The long-delayed case against pugilistic state Sen. Kevin Parker (D-Flatbush) may be brought to a jury before the end of the month.

During a pre-trial hearing on Thursday, Judge Neil Firetog told attorneys handling the case he expects the trial to begin by Nov. 29.

A final meeting to discuss the case was scheduled for Nov. 22 — after Lonnie Hart, Parker’s attorney, reviews some X-ray evidence the special prosecutor overseeing the case just made available.

Parker is charged with attacking New York Post photographer William Lopez outside of his East Flatbush home in 2009. The legislator allegedly injured the shutterbug’s finger during the clash. The X-rays Hart received were of Lopez’s hand and arm.

The legislator’s alleged tendency to think with his fists is well documented: he was arrested in 2005 for punching out a traffic enforcement officer, but the charges were dropped when Parker agreed to take anger management classes.

Since taking those classes, he’s been accused of roughing up a female aide and wigged out at a recent Senate hearing, calling Republicans “white supremacists.”

The 2009 attack was expected to go to trial this summer, but the case hit a snag in August when it was revealed that a prosecutor in the same bureau handling the case was the son of Wellington Sharpe, the man challenging Parker in the Democratic primary.

Assistant DA Wynton Sharpe never touched a scrap of paper relating to the case, but Kings County District Attorney Charles Hynes thought the connection would raise questions of impropriety and asked Judge Firetog to bring in a special prosecutor from Staten Island.

That shelved during this year’s primary, where Parker earned 73 percent of the vote.

Parker is expected to win handily over Republican Jeffrey Lodge and Conservative Brian Kelly in the heavily Democratic Flatbush district on Nov. 2.

Yet Parker could soon find himself out of a job: if convicted he faces seven years in prison and would be removed from the Senate.

Altar boy mobster cries at release

A federal court judge let a top Bonnano crime family songbird fly free — in the witness protection — Friday after serving just seven years in prison, even though the gangland rat had copped to committing 11 murders.

During a sentencing in Brooklyn Federal Court, Salvatore “Good Looking Sal” Vitale cried before Judge Nicholas Garaufis, apologizing for all the violence he’s committed.

“I pray daily for every soul,” he told the judge as he wiped away his tears. “I have committed some really horrible crimes, which I will always be ashamed of.

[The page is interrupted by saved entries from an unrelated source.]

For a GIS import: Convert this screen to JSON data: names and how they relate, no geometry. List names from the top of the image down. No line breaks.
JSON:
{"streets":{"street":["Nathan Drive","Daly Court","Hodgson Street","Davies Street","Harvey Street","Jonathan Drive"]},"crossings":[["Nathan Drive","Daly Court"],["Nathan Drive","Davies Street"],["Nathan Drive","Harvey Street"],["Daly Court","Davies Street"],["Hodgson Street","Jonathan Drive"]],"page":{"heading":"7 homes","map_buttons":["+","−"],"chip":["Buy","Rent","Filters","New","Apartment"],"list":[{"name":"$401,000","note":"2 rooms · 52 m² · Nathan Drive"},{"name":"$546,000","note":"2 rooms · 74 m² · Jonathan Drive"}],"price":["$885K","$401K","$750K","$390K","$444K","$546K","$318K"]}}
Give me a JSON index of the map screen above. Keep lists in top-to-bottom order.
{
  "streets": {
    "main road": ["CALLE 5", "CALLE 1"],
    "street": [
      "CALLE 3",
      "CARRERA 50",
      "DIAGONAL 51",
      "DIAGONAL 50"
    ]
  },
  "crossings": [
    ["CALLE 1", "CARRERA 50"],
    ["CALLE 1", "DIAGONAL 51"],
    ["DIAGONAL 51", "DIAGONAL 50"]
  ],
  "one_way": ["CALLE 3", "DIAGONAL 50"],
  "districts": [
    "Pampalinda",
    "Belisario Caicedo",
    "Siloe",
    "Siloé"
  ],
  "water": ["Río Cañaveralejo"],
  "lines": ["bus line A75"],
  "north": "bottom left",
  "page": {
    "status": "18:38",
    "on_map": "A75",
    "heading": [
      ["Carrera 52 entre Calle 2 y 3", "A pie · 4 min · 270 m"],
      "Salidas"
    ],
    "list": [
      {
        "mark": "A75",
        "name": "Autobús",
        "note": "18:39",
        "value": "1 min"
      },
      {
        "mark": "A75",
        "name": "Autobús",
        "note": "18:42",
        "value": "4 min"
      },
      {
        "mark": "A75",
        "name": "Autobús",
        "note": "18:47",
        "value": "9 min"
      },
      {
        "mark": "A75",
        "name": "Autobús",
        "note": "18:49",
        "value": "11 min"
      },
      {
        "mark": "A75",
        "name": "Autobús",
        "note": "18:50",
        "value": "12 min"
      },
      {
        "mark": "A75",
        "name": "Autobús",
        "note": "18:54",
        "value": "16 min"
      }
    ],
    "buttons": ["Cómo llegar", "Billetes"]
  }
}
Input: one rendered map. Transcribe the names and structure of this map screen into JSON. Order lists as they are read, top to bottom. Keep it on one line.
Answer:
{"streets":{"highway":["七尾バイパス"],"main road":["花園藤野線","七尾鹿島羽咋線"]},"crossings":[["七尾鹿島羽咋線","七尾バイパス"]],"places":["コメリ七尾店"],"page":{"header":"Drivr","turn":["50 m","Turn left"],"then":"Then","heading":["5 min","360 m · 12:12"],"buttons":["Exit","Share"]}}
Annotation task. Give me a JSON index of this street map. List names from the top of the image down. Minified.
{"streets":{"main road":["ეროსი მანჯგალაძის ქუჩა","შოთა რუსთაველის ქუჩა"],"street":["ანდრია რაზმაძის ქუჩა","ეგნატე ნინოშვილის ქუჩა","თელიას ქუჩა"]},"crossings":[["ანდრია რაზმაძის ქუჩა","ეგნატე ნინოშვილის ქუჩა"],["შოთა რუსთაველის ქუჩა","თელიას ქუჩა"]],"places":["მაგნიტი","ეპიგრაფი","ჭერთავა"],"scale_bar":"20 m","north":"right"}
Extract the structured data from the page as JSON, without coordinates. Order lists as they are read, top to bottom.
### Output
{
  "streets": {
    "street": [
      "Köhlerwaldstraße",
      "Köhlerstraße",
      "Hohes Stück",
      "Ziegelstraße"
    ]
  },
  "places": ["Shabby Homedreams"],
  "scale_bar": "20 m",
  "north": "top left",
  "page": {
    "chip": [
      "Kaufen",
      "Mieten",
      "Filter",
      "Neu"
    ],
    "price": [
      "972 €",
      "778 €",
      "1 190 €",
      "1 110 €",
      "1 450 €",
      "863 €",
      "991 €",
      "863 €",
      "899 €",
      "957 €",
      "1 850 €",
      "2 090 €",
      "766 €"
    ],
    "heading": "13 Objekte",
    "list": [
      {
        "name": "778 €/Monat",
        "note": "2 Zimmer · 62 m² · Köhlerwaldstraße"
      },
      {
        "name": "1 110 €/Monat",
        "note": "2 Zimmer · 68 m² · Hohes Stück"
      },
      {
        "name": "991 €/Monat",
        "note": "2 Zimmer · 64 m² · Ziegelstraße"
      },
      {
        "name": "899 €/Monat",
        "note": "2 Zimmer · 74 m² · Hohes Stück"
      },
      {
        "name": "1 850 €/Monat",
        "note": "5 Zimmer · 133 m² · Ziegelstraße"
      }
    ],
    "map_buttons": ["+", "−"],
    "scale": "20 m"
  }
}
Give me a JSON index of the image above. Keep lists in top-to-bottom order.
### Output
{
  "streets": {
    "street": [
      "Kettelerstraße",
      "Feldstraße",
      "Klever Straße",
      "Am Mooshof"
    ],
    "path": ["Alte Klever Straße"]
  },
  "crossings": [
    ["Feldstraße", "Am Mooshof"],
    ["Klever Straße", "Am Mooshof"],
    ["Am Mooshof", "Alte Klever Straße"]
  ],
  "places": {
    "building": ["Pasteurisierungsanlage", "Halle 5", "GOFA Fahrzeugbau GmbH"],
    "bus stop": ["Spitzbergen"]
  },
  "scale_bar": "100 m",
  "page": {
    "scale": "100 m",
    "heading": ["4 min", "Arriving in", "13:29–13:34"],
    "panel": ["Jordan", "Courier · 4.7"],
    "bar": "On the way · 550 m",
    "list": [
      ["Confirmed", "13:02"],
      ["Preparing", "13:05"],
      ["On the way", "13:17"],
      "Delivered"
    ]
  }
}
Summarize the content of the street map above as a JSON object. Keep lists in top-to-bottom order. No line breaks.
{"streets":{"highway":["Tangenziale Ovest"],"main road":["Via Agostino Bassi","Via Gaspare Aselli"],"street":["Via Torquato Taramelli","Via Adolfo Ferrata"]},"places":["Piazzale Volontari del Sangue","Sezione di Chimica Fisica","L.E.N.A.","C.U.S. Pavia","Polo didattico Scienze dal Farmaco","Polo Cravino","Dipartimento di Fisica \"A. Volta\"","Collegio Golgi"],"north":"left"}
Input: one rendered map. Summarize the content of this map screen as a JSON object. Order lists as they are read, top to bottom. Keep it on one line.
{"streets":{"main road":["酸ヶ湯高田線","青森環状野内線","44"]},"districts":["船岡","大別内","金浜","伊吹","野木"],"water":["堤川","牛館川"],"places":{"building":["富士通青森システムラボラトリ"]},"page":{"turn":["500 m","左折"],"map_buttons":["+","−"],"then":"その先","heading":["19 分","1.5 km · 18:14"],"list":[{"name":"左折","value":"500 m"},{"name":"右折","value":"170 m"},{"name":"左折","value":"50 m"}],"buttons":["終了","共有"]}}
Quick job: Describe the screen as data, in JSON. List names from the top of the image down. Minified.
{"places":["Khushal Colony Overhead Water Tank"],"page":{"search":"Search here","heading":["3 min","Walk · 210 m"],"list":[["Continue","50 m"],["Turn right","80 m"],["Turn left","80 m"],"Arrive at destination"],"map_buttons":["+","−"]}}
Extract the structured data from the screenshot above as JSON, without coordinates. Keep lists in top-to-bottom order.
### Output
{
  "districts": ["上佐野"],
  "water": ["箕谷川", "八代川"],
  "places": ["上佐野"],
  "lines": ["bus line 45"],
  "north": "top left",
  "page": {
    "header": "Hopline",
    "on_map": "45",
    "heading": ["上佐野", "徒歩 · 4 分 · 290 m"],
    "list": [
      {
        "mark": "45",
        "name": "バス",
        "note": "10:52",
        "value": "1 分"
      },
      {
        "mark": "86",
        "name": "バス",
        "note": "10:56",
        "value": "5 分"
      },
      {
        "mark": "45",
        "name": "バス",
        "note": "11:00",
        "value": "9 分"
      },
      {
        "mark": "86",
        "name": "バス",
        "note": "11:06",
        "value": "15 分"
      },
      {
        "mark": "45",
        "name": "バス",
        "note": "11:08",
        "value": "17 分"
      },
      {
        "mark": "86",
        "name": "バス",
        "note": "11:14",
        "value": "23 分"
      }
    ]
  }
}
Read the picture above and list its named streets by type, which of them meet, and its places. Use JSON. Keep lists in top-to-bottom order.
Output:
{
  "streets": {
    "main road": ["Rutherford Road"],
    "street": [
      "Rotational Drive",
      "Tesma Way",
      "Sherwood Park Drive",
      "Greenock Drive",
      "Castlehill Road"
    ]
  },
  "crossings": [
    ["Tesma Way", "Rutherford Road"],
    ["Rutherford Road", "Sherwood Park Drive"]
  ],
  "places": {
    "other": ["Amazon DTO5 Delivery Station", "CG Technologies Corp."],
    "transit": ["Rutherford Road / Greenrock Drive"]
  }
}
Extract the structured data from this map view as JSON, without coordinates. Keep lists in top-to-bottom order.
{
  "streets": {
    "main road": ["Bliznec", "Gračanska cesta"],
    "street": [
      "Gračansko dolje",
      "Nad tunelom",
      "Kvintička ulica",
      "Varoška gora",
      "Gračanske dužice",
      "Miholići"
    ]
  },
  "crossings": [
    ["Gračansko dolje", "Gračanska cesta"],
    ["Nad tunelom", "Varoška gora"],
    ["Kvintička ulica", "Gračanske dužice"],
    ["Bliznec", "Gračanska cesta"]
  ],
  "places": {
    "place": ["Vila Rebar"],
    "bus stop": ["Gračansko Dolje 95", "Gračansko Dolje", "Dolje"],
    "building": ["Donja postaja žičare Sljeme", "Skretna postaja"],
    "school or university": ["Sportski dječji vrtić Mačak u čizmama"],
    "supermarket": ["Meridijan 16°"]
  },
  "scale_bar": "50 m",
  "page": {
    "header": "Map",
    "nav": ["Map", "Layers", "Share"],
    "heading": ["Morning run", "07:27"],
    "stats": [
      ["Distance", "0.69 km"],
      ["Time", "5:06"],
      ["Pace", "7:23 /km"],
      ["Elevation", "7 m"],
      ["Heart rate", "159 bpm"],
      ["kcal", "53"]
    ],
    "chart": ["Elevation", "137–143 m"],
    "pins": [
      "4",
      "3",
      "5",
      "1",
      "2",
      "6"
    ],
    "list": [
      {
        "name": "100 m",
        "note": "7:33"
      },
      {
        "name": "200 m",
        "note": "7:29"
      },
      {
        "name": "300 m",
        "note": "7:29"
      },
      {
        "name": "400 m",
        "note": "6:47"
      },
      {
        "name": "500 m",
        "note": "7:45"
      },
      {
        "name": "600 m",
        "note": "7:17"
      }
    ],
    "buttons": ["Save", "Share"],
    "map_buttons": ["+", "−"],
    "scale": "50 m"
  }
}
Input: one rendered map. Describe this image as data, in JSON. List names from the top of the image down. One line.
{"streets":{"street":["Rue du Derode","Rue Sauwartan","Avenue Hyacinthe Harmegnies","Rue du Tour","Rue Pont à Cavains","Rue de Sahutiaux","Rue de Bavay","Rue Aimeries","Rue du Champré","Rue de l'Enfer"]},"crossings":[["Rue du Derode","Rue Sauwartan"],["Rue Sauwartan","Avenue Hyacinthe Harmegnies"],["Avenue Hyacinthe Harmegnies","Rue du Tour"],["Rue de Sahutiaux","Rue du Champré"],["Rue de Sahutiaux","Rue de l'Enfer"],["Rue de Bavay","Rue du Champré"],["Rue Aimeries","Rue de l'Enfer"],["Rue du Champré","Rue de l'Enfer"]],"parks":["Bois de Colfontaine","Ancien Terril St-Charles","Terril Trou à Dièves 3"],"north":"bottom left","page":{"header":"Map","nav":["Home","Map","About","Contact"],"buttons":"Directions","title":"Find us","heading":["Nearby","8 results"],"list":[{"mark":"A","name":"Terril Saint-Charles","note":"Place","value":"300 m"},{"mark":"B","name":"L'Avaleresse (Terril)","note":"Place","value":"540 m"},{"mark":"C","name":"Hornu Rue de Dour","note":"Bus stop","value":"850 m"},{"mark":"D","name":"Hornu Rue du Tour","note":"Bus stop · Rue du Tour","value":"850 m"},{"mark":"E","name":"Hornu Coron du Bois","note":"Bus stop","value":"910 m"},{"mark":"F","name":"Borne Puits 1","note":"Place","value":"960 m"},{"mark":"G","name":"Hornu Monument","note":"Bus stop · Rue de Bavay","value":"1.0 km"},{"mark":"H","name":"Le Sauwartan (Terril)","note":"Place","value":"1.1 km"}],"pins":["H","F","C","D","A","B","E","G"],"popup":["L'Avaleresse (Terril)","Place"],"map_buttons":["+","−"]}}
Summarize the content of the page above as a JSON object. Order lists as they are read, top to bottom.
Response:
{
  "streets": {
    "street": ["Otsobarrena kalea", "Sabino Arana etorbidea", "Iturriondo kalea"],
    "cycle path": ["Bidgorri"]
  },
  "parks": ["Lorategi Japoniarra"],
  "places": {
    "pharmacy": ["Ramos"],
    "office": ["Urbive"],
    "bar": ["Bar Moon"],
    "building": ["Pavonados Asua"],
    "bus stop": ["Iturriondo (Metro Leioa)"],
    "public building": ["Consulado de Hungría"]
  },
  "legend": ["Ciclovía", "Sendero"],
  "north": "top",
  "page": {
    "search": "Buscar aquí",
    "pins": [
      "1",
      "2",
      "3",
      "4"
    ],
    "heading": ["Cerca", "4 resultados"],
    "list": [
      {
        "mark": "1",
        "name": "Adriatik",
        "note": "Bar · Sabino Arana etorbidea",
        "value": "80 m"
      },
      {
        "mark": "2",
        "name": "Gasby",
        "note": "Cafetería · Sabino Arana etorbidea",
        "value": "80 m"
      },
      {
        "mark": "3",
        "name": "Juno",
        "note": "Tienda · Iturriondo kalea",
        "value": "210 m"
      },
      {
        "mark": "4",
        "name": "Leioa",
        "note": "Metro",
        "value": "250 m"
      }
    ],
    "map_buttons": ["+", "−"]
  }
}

I am truly, truly sorry.”

Because Vitale turned on the Bonnanos and was instrumental in helping the FBI crack the crime family in half, Garaufis sentenced Vitale to time served while providing him with the protection of the government for the rest of his life.

“He will live the rest of his life as a notorious and endangered prisoner in a cell of his own creation, targeted by the very criminal organization of which he was once a leader,” Garaufis explained.

FBI officials said Vitale provided them with “invaluable” intelligence and helped them arrest 51 mobsters, including Vitale’s own brother-in-law.

The light prison sentence was part of a plea deal Vitale hammered out with federal prosecutors after he was arrested in 2003.

Vitale’s attorney, Brian Waller, told Judge Garaufis that the former mob hit man spent his time in prison going to anger management classes and was an altar boy during prison church services.

But while Judge Garaufis and the FBI are satisfied with the plea deal, the relatives of Vitale’s victims were not, according to the New York Daily News, a Manhattan newspaper.

During the hearing, Nicki Laronga, daughter of slain Bonnano associate Robert Perrino, demanded that Vitale get some considerable jail time.

“Not until he was arrested and possibly facing life in prison did he show any sense of remorse,” Laronga wrote.